● **EXERCISE REQUIREMENTS**
Each line of the data below holding the word "length" must be copied.

(Saved entries)
'''
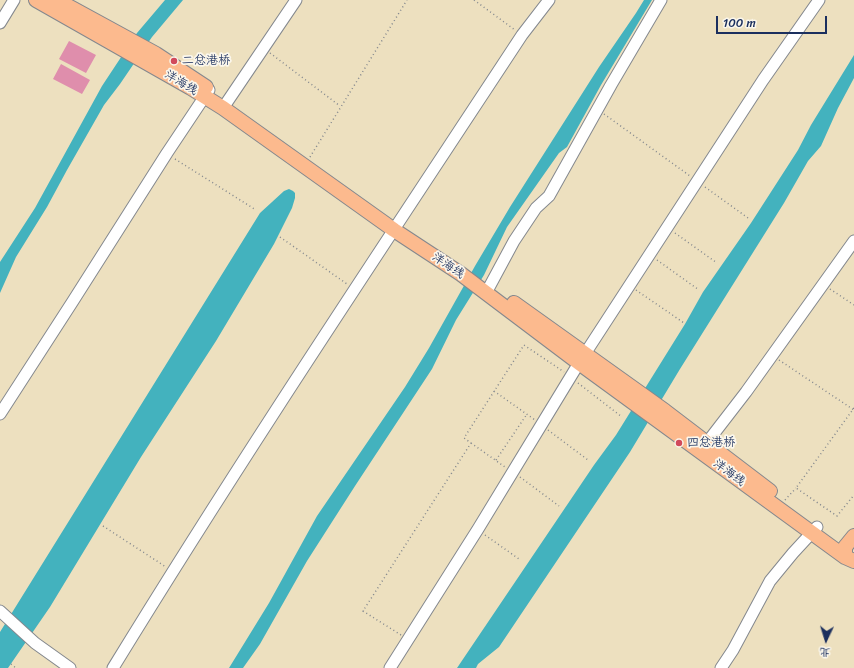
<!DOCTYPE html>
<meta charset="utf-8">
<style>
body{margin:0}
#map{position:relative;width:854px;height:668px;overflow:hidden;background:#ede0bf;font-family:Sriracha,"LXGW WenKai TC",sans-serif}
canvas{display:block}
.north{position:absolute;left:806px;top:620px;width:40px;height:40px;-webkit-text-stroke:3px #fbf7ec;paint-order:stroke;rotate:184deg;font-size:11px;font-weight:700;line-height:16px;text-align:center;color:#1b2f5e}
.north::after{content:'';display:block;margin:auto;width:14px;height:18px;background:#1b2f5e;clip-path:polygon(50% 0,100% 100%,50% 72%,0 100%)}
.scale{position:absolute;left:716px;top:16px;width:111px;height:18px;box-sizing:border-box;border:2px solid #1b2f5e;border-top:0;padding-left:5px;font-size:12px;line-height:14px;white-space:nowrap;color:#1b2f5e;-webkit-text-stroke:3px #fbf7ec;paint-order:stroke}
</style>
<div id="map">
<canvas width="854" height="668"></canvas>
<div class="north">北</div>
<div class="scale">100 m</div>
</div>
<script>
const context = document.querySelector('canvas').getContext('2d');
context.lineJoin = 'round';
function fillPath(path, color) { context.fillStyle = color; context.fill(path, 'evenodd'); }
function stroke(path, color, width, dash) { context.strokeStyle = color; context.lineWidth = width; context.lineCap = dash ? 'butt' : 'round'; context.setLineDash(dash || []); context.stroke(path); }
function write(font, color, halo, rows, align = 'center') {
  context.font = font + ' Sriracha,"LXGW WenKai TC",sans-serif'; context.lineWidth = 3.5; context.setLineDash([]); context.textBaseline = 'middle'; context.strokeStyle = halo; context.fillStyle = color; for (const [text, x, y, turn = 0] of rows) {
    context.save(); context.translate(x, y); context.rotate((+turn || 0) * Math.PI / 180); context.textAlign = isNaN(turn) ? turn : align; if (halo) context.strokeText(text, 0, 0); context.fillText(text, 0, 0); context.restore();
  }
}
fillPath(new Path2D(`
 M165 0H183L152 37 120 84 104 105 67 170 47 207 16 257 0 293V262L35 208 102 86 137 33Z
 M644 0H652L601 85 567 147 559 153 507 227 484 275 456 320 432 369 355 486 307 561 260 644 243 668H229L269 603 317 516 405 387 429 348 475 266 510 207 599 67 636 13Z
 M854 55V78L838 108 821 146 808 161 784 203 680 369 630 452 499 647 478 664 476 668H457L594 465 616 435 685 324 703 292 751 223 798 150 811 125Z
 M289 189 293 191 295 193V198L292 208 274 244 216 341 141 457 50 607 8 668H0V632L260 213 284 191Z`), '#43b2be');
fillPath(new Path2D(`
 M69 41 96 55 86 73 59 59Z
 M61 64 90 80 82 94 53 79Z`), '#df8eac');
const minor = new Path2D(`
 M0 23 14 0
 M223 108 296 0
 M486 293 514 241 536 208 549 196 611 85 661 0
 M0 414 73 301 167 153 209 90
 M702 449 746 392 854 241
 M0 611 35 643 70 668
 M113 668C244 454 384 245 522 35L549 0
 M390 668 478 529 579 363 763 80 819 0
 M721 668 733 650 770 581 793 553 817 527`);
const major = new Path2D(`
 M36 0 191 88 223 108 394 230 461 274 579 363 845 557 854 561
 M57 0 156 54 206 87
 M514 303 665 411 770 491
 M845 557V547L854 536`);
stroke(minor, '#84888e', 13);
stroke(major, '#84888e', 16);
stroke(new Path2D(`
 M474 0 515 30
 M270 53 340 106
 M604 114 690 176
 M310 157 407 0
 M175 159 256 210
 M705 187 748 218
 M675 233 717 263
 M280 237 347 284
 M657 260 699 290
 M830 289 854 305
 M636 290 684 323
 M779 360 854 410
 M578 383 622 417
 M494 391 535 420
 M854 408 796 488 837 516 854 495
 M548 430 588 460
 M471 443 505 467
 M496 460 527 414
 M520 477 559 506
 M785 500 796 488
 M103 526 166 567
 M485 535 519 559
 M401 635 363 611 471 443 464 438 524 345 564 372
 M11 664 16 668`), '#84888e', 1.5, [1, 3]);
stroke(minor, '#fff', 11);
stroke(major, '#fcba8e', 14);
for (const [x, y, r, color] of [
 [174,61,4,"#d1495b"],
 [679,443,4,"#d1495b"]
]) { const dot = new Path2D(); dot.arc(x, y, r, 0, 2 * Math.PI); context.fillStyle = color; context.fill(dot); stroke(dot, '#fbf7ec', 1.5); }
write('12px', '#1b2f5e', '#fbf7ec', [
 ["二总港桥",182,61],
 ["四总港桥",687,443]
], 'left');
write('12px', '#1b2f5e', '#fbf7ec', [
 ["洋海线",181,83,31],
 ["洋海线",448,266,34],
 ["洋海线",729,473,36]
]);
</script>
'''
'''
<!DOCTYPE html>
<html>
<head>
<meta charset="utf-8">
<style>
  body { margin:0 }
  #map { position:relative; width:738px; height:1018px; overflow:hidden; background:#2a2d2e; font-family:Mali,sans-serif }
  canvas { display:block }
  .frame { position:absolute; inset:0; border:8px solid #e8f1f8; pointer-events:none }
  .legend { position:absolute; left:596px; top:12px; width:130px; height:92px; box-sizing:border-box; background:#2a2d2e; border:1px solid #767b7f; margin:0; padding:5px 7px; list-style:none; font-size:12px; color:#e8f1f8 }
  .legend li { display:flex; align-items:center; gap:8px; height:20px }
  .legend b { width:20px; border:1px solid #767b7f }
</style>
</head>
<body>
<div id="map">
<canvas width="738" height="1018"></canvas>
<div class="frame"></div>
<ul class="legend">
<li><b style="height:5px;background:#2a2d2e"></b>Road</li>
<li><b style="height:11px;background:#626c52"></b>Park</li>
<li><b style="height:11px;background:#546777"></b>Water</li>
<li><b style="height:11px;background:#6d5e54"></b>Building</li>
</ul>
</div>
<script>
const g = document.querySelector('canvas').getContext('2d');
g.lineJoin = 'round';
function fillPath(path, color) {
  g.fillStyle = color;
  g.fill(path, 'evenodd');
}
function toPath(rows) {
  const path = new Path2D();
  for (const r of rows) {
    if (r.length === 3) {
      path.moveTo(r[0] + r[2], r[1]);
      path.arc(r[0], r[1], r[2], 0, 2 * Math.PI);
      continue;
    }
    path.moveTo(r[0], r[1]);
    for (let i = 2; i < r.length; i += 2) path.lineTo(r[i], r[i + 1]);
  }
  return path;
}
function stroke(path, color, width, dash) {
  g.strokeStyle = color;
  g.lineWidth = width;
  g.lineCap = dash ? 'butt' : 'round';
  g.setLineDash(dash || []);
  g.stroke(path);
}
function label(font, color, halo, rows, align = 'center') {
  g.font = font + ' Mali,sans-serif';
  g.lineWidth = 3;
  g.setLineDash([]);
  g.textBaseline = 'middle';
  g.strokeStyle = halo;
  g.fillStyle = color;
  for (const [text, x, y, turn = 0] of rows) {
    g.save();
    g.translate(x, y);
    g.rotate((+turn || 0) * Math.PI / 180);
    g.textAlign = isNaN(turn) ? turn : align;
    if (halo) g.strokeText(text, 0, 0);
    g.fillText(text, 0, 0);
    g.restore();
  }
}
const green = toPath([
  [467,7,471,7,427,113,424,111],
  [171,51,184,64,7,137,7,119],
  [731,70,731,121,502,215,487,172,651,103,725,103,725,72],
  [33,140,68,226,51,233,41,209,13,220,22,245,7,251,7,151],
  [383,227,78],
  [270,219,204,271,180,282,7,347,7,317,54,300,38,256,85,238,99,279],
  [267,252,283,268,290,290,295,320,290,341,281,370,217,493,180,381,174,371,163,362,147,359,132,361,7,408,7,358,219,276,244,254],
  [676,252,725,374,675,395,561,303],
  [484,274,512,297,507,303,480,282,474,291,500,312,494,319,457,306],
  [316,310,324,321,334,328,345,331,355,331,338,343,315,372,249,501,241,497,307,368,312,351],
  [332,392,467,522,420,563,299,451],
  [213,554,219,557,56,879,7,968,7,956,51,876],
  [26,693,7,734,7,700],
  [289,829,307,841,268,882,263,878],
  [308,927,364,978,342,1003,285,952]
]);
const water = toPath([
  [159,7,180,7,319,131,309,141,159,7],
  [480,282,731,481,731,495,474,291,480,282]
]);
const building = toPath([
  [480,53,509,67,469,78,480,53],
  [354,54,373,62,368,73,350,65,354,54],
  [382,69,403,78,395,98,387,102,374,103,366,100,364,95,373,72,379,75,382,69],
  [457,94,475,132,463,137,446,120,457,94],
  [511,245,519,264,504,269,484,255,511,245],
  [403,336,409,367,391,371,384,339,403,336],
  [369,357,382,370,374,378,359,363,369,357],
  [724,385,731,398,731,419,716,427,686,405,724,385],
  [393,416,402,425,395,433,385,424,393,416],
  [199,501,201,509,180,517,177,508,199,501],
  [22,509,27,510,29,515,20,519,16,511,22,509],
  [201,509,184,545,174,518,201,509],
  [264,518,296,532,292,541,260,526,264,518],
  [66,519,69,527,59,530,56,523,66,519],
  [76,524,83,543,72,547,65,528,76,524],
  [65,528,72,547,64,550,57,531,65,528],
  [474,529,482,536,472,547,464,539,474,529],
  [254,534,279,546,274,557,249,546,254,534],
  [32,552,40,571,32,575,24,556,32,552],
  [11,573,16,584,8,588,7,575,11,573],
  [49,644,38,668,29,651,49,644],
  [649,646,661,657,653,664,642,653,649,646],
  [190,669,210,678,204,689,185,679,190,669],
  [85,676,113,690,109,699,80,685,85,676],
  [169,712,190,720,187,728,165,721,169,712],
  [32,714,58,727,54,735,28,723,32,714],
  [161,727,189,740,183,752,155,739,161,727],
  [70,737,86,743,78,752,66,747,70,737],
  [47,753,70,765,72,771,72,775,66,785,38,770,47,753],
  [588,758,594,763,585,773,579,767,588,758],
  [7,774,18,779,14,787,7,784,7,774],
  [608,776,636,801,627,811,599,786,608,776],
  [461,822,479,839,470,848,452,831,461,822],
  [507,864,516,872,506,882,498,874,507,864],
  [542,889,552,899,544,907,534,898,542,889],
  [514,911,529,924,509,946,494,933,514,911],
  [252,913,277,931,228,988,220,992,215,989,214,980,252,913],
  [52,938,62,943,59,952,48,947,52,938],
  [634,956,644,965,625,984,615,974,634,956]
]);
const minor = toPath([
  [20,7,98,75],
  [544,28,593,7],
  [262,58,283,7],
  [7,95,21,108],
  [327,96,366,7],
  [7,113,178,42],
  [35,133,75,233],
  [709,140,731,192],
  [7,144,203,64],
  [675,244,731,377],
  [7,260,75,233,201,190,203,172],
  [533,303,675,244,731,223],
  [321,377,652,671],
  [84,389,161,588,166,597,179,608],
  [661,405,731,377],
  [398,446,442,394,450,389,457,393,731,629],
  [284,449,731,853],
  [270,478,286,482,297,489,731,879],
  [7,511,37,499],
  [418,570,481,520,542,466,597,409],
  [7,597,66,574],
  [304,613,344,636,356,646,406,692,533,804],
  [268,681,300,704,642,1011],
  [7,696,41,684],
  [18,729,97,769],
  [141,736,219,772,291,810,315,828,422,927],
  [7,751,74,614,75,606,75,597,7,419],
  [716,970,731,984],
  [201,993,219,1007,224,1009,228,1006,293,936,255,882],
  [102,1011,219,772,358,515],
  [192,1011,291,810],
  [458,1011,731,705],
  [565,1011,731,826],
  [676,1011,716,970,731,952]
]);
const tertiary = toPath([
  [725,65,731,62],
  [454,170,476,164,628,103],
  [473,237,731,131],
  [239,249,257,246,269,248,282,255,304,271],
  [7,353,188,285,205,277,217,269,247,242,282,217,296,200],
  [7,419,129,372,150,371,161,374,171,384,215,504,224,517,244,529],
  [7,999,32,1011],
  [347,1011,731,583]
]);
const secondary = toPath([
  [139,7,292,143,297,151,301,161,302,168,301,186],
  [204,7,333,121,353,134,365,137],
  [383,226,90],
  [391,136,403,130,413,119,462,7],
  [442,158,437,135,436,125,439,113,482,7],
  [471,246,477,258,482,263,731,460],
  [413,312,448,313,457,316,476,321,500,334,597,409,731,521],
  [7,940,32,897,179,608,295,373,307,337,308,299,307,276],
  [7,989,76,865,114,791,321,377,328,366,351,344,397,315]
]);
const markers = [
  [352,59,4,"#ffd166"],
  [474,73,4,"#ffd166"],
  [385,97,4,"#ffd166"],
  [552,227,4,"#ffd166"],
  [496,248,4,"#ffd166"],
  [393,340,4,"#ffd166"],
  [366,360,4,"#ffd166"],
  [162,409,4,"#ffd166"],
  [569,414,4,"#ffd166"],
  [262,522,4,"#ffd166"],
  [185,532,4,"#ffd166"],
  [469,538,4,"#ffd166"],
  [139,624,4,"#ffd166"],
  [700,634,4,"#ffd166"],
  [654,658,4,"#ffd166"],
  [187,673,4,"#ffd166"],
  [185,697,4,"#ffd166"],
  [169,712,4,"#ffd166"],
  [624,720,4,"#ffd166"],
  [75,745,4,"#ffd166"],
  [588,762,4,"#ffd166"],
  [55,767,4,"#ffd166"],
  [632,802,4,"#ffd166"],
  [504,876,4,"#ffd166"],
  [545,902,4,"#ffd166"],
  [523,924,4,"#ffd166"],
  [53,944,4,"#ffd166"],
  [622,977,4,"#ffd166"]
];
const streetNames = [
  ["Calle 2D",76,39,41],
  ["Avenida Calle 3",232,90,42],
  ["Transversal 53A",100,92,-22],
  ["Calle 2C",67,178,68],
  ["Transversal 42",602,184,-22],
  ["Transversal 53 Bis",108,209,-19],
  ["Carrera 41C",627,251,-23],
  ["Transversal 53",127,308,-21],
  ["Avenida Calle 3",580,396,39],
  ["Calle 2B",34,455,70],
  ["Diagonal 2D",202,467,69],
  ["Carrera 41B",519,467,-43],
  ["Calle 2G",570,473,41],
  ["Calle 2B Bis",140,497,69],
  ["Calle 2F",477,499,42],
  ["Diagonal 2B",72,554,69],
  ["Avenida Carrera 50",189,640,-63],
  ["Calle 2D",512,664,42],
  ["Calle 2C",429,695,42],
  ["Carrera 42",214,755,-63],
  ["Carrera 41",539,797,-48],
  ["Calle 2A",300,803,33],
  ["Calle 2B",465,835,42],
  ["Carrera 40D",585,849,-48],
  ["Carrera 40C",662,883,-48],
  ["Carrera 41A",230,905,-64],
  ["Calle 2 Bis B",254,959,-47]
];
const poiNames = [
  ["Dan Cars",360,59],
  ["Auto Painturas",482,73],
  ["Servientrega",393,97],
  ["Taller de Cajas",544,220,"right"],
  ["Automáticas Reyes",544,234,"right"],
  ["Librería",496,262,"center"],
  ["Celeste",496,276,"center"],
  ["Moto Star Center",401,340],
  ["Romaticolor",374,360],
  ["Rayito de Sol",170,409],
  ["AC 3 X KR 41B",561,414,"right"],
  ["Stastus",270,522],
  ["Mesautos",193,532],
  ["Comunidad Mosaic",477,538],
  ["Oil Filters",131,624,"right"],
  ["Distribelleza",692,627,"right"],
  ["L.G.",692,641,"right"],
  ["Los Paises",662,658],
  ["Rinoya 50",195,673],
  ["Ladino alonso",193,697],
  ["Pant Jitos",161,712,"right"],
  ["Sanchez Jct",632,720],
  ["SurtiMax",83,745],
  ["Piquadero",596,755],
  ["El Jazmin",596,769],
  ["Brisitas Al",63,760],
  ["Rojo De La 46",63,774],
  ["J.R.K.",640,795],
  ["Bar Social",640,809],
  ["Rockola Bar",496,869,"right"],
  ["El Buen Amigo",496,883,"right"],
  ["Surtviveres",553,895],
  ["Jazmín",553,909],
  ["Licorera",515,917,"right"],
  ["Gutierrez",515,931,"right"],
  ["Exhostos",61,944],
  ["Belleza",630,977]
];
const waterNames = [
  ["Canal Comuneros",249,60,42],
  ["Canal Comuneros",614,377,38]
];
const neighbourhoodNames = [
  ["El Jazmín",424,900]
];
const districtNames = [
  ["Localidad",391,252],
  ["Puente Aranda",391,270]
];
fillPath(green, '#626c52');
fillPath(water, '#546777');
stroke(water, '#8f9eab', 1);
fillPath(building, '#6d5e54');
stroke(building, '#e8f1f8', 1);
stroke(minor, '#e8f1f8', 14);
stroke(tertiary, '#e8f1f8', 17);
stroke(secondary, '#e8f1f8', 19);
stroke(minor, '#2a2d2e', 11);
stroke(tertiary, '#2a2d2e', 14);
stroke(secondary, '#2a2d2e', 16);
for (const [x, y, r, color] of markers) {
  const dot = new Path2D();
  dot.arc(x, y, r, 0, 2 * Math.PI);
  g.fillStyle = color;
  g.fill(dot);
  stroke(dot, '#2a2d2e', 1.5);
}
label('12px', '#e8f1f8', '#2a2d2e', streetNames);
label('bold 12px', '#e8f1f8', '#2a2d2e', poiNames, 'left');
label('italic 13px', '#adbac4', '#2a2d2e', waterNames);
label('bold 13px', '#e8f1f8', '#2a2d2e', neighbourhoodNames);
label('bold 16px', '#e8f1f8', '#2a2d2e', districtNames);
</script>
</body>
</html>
'''
● **EXPECTED OUTPUT**
    if (r.length === 3) {
    for (let i = 2; i < r.length; i += 2) path.lineTo(r[i], r[i + 1]);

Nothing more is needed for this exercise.